» WHAT THE TASK ASKS
Report back every line below that carries the word "frame".

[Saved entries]
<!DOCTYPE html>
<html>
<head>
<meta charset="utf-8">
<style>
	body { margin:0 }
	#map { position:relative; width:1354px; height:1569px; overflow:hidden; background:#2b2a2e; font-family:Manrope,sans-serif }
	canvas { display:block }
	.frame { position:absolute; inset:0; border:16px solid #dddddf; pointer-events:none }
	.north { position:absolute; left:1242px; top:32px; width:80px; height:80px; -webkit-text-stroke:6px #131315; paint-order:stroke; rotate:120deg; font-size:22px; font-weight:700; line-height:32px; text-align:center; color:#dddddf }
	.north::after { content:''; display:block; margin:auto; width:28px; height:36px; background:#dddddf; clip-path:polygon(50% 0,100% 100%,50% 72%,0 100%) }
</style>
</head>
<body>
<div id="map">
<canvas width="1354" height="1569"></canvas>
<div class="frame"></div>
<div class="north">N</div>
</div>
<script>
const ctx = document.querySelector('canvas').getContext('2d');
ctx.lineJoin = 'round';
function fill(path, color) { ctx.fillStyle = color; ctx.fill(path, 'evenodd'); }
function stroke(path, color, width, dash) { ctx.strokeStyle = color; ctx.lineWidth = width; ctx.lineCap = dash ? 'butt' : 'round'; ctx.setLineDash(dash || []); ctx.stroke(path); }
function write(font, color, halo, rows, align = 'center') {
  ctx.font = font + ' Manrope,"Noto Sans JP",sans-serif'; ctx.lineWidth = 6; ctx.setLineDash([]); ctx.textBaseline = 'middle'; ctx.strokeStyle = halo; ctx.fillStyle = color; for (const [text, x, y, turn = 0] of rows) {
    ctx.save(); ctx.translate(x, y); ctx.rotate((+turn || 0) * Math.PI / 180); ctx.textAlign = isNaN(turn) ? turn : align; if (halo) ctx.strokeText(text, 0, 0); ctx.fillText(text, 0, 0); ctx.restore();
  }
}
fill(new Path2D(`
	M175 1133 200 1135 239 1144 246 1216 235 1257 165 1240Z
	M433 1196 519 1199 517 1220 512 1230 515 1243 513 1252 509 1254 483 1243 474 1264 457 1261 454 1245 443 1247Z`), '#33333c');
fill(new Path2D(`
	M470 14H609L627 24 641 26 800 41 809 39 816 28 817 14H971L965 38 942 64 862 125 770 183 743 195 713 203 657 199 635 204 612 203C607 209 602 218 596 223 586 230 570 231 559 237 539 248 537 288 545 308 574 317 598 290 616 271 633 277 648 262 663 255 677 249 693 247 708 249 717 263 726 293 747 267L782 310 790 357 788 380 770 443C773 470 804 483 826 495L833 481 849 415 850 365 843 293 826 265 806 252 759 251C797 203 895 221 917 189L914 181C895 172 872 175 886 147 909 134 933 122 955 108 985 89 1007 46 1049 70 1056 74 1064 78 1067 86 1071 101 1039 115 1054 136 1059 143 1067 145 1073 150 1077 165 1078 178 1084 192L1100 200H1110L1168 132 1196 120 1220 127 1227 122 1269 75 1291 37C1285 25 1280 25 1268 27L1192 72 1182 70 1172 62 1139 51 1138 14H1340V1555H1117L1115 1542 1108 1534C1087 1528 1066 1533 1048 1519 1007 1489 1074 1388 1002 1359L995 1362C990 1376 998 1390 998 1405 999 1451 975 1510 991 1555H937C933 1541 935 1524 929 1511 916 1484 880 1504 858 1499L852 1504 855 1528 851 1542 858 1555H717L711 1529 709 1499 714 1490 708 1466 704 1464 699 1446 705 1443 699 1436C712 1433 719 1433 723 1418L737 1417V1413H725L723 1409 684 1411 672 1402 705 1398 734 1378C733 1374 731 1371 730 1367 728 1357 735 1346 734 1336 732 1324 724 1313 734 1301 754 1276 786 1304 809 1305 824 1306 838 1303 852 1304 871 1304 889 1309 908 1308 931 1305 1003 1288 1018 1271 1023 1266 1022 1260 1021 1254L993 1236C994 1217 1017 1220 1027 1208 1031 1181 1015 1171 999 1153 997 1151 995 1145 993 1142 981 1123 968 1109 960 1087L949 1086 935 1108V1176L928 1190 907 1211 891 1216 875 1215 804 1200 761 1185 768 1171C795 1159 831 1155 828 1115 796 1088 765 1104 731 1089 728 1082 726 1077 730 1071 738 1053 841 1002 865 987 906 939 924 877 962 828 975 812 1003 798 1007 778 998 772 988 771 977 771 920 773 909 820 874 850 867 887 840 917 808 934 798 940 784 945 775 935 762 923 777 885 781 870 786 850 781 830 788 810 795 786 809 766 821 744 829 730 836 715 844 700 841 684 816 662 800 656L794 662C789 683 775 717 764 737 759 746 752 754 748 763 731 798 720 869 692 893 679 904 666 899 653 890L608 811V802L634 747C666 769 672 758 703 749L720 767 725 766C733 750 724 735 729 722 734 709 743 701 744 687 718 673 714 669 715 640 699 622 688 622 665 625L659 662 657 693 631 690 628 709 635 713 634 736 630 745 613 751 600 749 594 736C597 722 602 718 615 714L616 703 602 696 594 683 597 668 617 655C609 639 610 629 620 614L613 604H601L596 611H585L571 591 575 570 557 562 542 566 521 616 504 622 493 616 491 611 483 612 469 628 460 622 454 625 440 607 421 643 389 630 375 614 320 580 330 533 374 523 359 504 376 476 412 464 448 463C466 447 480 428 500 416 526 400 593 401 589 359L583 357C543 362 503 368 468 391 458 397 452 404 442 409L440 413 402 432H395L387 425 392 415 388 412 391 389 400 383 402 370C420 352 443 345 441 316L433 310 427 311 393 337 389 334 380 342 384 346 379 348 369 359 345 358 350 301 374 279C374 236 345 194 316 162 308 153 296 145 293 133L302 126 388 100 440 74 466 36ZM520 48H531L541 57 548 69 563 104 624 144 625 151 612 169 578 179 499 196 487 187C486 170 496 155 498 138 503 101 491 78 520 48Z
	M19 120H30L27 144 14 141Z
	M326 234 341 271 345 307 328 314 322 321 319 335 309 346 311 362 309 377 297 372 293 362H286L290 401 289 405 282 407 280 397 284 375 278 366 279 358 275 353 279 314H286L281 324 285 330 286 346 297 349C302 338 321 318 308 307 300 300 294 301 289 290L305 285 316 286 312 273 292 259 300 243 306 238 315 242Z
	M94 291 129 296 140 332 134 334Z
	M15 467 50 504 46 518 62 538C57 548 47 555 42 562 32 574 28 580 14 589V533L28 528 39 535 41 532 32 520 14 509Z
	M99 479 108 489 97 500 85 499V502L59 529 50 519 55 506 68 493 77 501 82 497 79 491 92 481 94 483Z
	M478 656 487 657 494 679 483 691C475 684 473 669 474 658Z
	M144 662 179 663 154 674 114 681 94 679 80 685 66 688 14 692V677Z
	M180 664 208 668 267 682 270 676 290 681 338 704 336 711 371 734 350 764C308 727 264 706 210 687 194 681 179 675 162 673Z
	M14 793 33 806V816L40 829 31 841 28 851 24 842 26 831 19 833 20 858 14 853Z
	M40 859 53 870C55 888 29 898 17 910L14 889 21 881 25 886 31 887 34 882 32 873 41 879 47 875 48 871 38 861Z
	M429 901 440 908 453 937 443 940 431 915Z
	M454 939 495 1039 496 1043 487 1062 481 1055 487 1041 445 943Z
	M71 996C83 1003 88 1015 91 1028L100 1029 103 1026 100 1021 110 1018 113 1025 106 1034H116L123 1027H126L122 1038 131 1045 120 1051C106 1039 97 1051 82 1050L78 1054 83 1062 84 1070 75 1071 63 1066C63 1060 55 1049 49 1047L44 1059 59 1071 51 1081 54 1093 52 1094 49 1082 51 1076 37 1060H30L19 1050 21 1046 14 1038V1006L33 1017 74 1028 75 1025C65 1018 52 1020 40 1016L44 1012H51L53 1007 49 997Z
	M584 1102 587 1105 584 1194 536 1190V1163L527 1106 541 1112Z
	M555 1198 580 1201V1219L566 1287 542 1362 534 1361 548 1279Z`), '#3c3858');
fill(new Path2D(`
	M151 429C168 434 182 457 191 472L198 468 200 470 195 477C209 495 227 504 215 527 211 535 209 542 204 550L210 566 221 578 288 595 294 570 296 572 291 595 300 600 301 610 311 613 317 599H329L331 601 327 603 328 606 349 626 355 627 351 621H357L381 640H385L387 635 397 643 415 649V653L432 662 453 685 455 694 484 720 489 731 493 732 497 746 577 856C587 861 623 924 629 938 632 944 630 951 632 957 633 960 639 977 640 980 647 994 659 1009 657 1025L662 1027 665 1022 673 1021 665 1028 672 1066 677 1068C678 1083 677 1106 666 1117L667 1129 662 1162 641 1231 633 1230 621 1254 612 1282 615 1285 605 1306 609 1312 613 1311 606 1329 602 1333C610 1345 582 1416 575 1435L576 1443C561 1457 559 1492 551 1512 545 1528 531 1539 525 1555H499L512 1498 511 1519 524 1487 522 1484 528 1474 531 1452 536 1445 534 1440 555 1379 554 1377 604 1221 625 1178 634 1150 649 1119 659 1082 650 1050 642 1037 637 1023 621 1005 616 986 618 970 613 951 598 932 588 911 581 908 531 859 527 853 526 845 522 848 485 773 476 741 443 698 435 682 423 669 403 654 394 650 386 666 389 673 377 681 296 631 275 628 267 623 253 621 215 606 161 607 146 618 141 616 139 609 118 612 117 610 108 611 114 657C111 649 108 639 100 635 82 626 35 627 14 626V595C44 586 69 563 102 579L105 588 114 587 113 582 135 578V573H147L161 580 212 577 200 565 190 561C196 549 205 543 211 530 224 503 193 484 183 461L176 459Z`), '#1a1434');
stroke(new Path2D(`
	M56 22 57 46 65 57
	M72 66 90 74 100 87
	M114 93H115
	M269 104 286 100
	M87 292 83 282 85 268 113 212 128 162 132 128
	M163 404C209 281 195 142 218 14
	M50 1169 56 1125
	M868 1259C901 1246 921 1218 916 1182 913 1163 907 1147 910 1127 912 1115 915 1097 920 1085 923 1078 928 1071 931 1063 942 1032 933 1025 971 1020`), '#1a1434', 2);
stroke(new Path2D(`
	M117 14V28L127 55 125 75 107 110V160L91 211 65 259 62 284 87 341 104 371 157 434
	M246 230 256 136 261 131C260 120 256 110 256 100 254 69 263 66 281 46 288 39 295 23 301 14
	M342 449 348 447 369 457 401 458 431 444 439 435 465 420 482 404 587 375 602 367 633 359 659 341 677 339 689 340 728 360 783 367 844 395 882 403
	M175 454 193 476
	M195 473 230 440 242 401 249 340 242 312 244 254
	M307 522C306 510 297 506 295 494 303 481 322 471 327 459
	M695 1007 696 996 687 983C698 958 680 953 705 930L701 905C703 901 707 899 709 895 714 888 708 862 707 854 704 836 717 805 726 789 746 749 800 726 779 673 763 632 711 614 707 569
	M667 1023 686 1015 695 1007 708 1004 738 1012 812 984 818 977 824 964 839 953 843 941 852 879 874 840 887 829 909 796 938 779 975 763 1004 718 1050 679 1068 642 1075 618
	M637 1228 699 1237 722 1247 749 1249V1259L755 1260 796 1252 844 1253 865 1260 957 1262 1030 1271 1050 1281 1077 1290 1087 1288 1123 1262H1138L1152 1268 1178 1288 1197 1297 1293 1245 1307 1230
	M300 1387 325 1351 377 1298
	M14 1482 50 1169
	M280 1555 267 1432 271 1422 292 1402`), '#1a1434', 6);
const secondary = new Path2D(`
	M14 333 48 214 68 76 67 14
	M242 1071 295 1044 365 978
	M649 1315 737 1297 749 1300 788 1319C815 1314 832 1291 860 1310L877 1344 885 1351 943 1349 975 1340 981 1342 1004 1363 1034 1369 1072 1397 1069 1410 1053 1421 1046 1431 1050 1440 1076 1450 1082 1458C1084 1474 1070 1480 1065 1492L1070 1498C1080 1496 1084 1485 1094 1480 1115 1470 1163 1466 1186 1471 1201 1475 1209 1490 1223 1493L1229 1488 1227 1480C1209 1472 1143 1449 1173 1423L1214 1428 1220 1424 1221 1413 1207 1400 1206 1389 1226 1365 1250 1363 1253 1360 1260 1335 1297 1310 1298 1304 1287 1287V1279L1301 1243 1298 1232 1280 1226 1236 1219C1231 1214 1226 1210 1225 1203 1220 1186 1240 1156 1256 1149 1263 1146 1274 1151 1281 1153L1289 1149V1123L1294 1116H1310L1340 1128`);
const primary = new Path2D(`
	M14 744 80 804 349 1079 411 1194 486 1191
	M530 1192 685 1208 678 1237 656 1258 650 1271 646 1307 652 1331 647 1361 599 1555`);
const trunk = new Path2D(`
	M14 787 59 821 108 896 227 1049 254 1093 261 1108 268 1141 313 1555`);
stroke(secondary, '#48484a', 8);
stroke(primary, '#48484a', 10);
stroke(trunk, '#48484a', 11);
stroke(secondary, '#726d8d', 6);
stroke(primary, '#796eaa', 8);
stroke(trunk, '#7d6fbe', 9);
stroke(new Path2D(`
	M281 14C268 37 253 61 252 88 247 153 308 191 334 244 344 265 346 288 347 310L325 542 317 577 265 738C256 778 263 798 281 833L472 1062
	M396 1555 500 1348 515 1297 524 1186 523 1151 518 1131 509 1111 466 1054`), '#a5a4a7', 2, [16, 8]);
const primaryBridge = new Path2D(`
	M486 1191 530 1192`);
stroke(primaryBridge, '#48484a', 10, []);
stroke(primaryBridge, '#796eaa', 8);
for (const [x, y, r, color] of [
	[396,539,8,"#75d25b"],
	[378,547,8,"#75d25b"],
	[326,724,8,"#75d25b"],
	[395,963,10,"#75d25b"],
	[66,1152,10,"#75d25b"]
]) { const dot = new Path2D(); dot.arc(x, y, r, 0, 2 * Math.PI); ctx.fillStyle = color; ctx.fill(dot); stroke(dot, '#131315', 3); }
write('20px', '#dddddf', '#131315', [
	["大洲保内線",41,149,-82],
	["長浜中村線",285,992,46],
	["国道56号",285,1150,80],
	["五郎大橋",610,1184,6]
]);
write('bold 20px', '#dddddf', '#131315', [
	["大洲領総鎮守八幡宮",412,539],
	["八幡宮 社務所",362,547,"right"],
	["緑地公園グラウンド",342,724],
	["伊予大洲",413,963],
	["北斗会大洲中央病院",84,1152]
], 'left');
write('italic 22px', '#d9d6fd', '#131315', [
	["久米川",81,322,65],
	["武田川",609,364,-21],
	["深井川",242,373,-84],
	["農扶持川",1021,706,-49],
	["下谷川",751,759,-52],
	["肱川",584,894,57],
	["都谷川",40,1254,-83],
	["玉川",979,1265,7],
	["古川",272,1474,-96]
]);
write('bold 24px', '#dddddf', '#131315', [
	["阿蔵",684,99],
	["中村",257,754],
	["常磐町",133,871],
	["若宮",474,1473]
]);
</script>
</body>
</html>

» YOUR RESPONSE
	.frame { position:absolute; inset:0; border:16px solid #dddddf; pointer-events:none }
<div class="frame"></div>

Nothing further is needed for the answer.